USGBC Members Approve LEED v4

July 12, 2013

After three years, six comment periods and plenty of robust debate, the members of the US Green Building Council approved LEED v4, with 86 percent voting in support of the new standard. The Forest Stewardship Council congratulates the members, board and staff of USGBC for their hard work, perseverance and leadership.

The Certified Wood Credit in LEED has arguably been the single most important driver of forest conservation in history, contributing to tens of millions of acres of improved management and protection. And when it comes from an FSC-certified responsibly managed forest, wood is among the most sustainable building materials. So people working to promote forest health should be heartened that LEED v4 will continue promoting responsible forest management and incentivizing forest conservation.
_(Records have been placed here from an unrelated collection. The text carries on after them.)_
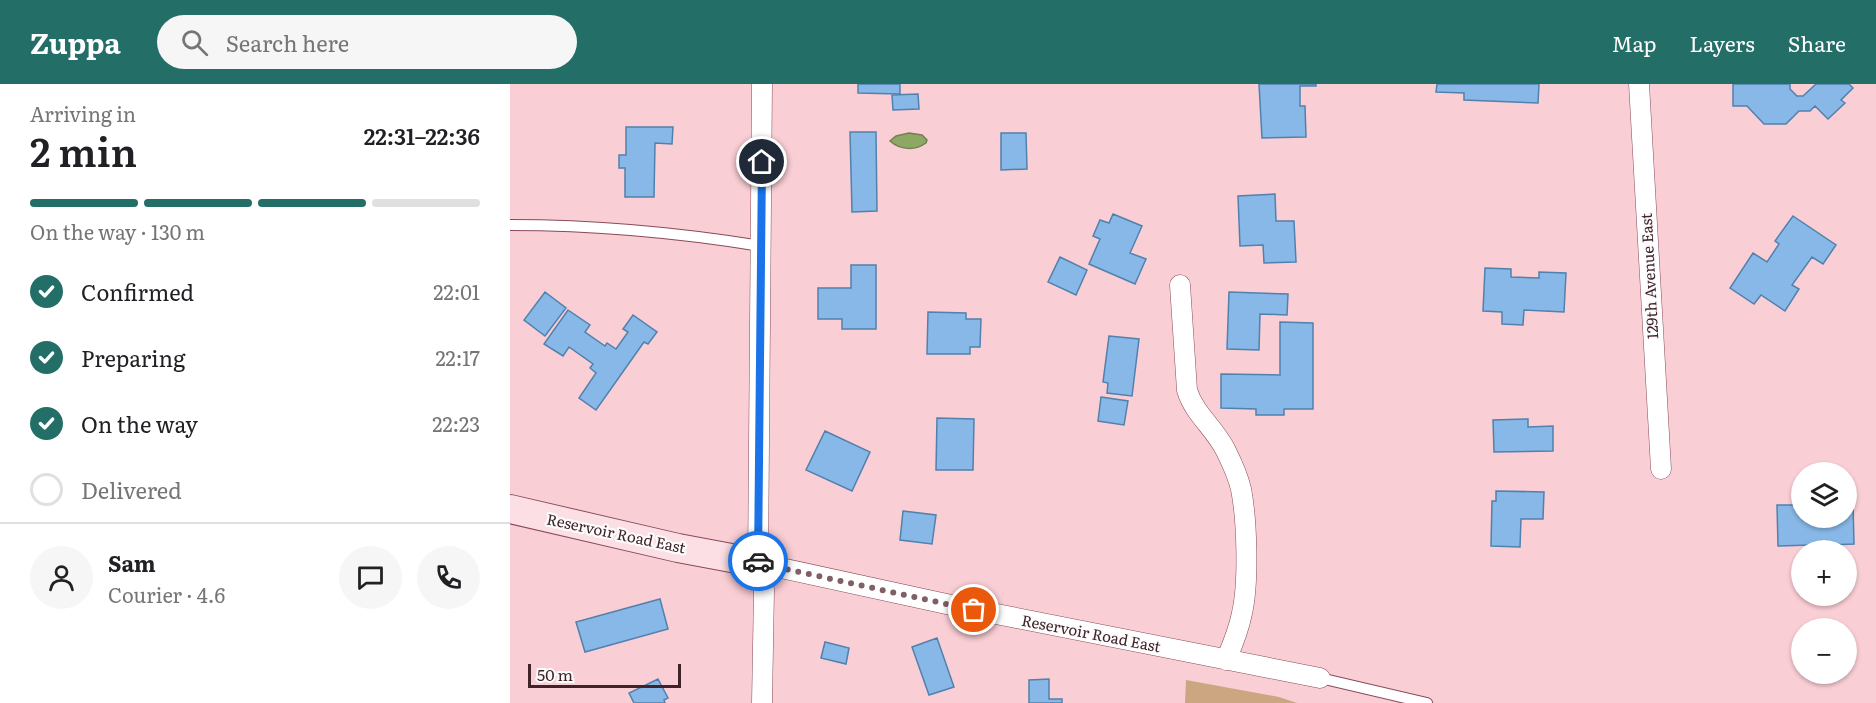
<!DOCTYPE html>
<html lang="en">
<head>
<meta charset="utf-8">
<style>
  :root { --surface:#fff; --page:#f6f6f6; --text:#202124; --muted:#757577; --line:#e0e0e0; --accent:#246e68 }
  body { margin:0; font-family:Literata,serif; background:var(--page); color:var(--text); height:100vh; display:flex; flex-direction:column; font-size:22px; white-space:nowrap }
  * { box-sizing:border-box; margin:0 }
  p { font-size:20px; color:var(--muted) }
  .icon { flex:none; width:33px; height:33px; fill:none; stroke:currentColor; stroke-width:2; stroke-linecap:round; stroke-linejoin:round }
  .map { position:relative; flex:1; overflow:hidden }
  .drawer { display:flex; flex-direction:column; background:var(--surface); width:510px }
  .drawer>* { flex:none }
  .tools { position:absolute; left:1281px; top:378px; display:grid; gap:12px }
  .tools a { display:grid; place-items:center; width:66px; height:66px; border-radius:50%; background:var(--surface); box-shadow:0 2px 4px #0004; font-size:30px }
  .scale { position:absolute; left:18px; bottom:15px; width:153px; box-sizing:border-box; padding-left:6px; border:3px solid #3f2329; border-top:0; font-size:16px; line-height:21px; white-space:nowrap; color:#3f2329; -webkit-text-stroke:4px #fcfcfc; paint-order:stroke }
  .pin { position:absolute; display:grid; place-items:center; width:51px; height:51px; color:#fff; margin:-26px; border:3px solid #fff; border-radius:50%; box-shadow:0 2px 6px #0007 }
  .courier { position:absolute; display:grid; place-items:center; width:60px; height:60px; margin:-30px; border:4px solid #1a73e8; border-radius:50%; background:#fff; color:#222; box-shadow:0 2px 8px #0007 }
  .head em { font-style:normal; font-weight:600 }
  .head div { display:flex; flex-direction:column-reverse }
  .head { display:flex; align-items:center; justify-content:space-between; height:102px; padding:0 30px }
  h1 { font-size:39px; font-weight:600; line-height:45px }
  .bar { display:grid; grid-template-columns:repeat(4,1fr); gap:9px 6px; align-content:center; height:72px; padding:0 30px }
  .bar i { height:8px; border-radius:4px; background:var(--line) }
  .bar .on { background:var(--accent) }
  .bar p { grid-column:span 4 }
  .line { display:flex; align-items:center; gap:15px; padding:0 30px; border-top:2px solid var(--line) }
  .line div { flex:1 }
  .round { display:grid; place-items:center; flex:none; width:63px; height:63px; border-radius:32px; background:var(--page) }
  ol { padding:0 30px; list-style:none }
  li { display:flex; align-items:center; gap:18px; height:66px }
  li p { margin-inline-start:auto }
  li .icon { padding:6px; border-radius:50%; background:var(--accent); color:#fff; stroke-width:4 }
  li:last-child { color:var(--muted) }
  li i { width:33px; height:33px; border:3px solid var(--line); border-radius:50% }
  header { display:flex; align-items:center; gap:36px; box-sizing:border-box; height:84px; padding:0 30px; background:var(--accent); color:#fff }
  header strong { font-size:28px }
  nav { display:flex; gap:33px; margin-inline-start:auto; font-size:21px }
  .search { width:420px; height:54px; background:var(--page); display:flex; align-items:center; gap:15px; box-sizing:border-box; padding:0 21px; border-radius:33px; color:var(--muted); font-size:22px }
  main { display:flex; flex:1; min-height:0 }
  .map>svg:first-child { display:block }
  .green { fill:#cca680 }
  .water { fill:#8ca864; stroke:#758052; stroke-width:1.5 }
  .building { fill:#87b8e7; stroke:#5181ac; stroke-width:1.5 }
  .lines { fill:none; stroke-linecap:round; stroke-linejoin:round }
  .lane-casing { stroke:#894b58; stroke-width:12 }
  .street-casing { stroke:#894b58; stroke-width:21 }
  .secondary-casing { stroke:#894b58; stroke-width:30 }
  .lane { stroke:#fff; stroke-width:10 }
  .street { stroke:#fff; stroke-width:20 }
  .secondary { stroke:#fbdfe4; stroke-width:28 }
  .done { stroke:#805f65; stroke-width:6; stroke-dasharray:0 10.8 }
  .route { stroke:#1a73e8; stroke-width:8 }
  .labels { text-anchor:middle; stroke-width:4.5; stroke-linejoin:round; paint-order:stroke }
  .street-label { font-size:15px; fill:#3f2329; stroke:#fcfcfc }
</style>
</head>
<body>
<header>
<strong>Zuppa</strong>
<div class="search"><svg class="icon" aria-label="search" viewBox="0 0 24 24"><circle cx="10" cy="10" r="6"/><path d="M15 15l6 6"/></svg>Search here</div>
<nav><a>Map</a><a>Layers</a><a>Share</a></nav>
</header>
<main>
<section class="drawer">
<div class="head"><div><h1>2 min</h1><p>Arriving in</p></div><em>22:31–22:36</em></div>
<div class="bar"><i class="on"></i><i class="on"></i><i class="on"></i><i></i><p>On the way · 130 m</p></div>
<ol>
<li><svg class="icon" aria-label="check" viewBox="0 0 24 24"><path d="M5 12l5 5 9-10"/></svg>Confirmed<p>22:01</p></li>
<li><svg class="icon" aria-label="check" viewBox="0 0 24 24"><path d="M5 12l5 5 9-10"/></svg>Preparing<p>22:17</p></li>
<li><svg class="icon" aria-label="check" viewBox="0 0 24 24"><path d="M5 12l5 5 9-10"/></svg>On the way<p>22:23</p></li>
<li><i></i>Delivered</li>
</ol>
<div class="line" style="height:108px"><a class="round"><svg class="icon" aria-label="person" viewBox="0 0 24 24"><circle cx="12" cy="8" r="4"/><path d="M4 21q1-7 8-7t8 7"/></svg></a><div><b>Sam</b><p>Courier · 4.6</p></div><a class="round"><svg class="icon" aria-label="chat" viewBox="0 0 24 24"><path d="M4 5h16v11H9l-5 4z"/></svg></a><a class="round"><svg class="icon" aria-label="phone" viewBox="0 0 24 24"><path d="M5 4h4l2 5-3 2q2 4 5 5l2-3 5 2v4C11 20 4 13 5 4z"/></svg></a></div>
</section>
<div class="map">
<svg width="1366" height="619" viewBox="0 0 1366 619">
  <rect width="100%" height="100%" fill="#faced5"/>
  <path class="green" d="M676,596L769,613L787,619H675Z"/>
  <path class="water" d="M399,49L412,51L417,56L416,59C405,67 390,66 380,57L386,52Z"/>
  <path class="building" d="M348,0H390V10L348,9Z
    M749,0H806V2H790V22H795L796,53L752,54Z
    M927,0H1029L1028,19L954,16V9L926,8Z
    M1223,0H1280V5L1287,12H1293L1306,0H1339L1343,4L1331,16L1335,19L1318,35L1305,22L1300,27H1289L1276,40H1254L1237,22H1223Z
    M408,10L409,25L383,26L382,11Z
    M116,43H163L162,60L145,59L144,113H115V84H109V71H116Z
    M340,48H366L367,127L342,128Z
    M491,49H516L517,85L491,86Z
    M765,110L766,137H784L786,178L754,179L753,161L730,162L728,112Z
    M603,130L632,142L620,169L636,175L625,200L579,180L590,155L583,152L590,136L599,139Z
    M1283,132L1326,161L1313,180L1302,173L1282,201L1289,205L1275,227L1251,211L1244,220L1220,204L1243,169L1257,178L1269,160L1265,157Z
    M550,173L577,186L566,211L538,198Z
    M341,181H366V245H332V235H308V204H341Z
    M975,184L1001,185V193L1029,194V188L1056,189L1054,228L1014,226L1013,241L992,240V228L973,227Z
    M35,208L56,224L35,252L14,236Z
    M719,208L778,210L777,231L750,230L749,266L717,265Z
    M58,226L80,241L75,248L95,262L97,259L106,265L118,248L113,245L123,231L147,248L138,260L134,258L86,326L69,314L86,289L80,284L83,280L59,263L53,272L34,260Z
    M418,228L456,229V235H471L470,263H460V270H417Z
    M770,238L803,239V325H774V331H746V325L711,324V290L770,291Z
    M599,252L629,255L622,312L597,309L598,299L593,298Z
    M591,313L618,317L614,341L588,337Z
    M427,334L464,335L463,386H426Z
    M1018,335V343L1043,342V367L984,368L983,336Z
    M315,347L360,368L342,407L296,386Z
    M986,407L1034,408L1033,435H1011L1010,463L981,462L982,417H986Z
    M1336,419H1343L1344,460L1319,461V466H1301V461L1268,462L1267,421H1292V434H1336Z
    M393,427L426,431L422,460L390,456Z
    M150,515L158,545L75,568L66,538Z
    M427,554L444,603L419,611L402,563Z
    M315,558L339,564L336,580L311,574Z
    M148,595L158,614L154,616L155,619H124L119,609Z
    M539,595V615H552V619H519V596Z"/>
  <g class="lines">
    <defs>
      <path id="lane" d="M0,141C81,141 171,149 251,162
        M810,594L917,619"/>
      <path id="street" d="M1129,0L1151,385
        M670,201L677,306C684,330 705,344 716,367C722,379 728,392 731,405C737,436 739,498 732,529C729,545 723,560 716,576
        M248,479L441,521L810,594
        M252,619L254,506L248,479L252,0"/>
      <path id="secondary" d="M0,425L168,464L248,479"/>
    </defs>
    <use href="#lane" class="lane-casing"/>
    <use href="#street" class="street-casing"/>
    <use href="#secondary" class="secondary-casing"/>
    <use href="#lane" class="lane"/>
    <use href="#street" class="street"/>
    <use href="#secondary" class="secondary"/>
  </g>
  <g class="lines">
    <path class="done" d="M248,477V479L464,526"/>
    <path class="route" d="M248,477L252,78"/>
  </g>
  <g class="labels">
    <g class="street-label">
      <text transform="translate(1140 192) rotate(-93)" y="5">129th Avenue East</text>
      <text transform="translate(106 450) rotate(12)" y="5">Reservoir Road East</text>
      <text transform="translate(581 550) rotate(11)" y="5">Reservoir Road East</text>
    </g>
  </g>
</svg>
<div class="tools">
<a><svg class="icon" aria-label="layers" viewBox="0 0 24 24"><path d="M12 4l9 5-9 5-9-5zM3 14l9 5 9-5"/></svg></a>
<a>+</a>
<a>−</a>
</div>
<div class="scale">50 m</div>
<div class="pin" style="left:464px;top:526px;background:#ea580c"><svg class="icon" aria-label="bag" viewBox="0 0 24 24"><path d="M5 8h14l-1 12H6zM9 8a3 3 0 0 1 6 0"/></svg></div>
<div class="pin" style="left:252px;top:78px;background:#1f2937"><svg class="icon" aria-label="home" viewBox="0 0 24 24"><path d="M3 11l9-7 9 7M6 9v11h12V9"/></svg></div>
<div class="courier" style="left:248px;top:477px"><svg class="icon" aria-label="car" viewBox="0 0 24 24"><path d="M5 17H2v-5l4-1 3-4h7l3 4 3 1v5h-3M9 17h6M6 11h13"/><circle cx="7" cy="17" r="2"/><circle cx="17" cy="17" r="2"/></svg></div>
</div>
</main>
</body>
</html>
For the FSC community, the key credit in LEED v4 is known as “Building product disclosure and optimization – sourcing of raw materials” (MRc3). This credit contains two options, with the second focused on “leadership extraction practices.”

To receive the credit, a project must use “at least 25%, by cost, of the total value of permanently installed building products.” For wood products, the credit requires products “certified by the Forest Stewardship Council or USGBC-approved equivalent.” Reused or recycled materials are the other primary means for achievement of this credit. Products sourced within 100 miles are valued at 200% of their cost.

During the LEED v4 comment periods, there was intense debate about how high to set the bar for materials and resources. As a leadership standard, FSC argued for maintaining a high bar, using the credit to require key environmental protections and recognize the top performers in any given sector. Employing an oft-stated rule of thumb, if more than 25% of the market achieves a leadership standard, it’s time to raise the bar.

FSC appreciates that USGBC members recognize the importance of high standards to create incentives for leadership practices. With the debate over LEED v4 standards now settled, we expect companies in the FSC marketplace – from San Francisco to Minneapolis to Boston – to benefit from a new level of certainty and demand in the green building sector. We also know there are businesses, including forest landowners, mills and lumberyards, that have been waiting on the sidelines to see how the debate would resolve before committing to FSC certification.